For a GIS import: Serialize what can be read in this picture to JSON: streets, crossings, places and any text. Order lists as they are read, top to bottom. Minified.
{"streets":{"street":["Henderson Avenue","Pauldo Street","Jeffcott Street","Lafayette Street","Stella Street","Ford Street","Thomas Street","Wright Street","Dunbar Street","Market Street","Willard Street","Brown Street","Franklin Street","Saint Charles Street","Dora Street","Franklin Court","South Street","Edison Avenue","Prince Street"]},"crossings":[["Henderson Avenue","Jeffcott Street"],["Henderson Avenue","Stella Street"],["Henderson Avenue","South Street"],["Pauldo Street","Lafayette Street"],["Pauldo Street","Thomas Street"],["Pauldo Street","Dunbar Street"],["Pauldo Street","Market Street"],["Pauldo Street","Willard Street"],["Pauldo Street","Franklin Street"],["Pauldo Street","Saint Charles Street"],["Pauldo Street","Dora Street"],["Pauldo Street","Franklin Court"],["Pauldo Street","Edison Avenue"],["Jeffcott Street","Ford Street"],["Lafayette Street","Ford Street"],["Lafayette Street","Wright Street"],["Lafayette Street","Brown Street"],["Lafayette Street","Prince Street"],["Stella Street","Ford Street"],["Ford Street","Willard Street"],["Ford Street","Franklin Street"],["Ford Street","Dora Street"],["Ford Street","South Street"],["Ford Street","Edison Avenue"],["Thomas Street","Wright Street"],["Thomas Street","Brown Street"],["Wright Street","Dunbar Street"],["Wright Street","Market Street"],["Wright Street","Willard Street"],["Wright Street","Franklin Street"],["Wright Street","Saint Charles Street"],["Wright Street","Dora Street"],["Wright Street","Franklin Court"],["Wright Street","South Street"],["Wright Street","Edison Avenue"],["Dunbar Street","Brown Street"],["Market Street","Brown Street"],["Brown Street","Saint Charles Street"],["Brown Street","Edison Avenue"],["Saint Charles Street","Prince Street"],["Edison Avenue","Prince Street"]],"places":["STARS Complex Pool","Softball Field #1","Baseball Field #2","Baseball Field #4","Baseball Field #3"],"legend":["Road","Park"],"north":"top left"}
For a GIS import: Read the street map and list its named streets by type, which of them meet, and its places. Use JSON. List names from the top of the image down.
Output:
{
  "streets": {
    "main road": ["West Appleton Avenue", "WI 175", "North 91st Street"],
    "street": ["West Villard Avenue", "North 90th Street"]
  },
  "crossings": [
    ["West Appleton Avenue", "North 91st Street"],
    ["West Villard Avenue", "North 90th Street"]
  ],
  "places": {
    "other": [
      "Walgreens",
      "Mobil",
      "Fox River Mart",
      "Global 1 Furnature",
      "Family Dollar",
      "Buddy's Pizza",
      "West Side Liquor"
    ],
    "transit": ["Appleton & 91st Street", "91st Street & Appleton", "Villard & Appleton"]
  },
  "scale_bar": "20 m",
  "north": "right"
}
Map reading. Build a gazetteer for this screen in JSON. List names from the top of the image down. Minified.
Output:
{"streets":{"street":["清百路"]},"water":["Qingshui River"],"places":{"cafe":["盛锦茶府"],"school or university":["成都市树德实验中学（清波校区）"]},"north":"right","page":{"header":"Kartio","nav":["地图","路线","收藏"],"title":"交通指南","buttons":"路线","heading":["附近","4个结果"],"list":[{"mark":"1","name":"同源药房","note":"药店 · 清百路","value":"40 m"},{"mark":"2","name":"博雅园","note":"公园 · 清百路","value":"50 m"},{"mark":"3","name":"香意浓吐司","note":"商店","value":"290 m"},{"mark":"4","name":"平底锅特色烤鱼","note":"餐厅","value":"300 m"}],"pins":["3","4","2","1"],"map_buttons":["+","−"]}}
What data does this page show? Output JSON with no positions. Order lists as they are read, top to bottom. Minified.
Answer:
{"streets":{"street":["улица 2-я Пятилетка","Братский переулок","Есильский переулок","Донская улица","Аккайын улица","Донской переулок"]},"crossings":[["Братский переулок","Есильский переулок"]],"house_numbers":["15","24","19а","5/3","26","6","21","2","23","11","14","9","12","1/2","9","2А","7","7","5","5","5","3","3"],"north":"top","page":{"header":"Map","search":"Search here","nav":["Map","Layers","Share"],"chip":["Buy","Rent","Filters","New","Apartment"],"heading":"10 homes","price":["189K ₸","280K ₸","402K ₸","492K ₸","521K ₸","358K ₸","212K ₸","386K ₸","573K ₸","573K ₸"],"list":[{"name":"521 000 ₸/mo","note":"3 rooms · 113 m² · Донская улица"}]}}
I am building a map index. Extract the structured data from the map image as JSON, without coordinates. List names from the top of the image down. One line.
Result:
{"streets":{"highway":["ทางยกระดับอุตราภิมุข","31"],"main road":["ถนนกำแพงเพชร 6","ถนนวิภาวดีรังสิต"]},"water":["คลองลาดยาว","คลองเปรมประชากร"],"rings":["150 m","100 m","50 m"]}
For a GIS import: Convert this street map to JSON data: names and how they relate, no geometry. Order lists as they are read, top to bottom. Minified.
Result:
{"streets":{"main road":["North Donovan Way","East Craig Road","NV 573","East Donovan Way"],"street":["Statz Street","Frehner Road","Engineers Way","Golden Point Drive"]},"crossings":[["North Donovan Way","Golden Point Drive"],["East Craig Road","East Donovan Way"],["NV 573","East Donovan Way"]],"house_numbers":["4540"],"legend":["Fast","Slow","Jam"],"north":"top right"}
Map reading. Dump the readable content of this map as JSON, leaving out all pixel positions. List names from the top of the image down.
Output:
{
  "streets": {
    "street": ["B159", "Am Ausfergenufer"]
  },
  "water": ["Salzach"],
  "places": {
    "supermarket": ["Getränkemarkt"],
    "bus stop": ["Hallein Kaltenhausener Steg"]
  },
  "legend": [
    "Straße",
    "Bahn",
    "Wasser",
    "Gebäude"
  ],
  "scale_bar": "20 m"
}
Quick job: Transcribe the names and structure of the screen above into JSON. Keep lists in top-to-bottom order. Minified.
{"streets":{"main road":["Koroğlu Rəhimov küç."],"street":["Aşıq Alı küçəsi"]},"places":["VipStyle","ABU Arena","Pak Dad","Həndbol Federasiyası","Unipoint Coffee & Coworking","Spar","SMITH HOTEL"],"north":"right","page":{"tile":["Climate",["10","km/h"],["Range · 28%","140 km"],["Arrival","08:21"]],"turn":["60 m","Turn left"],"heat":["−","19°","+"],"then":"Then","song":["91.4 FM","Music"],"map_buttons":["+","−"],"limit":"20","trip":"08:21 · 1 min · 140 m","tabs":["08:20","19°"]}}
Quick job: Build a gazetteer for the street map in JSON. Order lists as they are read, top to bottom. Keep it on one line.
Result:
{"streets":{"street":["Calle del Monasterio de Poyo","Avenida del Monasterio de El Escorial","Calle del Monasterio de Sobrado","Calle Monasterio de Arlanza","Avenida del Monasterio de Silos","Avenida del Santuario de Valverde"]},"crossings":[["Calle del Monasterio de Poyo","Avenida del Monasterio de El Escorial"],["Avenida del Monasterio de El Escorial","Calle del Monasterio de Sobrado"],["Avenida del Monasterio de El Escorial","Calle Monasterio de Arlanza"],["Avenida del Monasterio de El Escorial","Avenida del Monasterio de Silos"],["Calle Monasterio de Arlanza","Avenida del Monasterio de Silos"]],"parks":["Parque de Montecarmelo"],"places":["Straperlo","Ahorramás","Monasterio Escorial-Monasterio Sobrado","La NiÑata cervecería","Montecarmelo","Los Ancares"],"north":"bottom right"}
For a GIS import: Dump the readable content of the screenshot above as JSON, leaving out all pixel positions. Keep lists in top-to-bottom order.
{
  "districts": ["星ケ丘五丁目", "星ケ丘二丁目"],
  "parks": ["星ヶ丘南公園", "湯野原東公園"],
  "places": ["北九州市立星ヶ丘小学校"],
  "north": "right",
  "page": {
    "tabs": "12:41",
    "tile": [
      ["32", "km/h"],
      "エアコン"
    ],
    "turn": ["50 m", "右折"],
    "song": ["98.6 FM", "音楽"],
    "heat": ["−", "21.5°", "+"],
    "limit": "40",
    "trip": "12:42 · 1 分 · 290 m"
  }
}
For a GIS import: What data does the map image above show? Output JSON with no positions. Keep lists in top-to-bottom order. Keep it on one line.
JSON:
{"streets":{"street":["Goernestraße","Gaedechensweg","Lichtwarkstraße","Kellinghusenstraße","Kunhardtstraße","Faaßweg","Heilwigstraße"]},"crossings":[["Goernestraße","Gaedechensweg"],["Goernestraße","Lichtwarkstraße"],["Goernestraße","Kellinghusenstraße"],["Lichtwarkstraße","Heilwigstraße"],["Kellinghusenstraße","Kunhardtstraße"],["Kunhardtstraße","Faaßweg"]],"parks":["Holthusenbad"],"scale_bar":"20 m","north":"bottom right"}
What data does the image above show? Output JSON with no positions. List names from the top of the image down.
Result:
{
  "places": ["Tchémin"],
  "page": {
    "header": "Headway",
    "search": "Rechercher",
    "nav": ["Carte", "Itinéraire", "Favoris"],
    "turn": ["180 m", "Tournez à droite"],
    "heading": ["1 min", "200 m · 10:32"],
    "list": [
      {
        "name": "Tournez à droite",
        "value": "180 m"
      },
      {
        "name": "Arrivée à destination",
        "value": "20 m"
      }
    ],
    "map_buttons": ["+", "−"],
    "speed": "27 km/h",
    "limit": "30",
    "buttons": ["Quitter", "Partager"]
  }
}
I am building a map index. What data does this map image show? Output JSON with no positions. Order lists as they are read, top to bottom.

= TASK BRIEF =
In the entries above, find every line holding the word "image" and copy it out.

= YOUR SOLUTION =
For a GIS import: Read the street map and list its named streets by type, which of them meet, and its places. Use JSON. List names from the top of the image down.
Map reading. Build a gazetteer for this screen in JSON. List names from the top of the image down. Minified.
I am building a map index. Extract the structured data from the map image as JSON, without coordinates. List names from the top of the image down. One line.
Map reading. Dump the readable content of this map as JSON, leaving out all pixel positions. List names from the top of the image down.
For a GIS import: What data does the map image above show? Output JSON with no positions. Keep lists in top-to-bottom order. Keep it on one line.
What data does the image above show? Output JSON with no positions. List names from the top of the image down.
I am building a map index. What data does this map image show? Output JSON with no positions. Order lists as they are read, top to bottom.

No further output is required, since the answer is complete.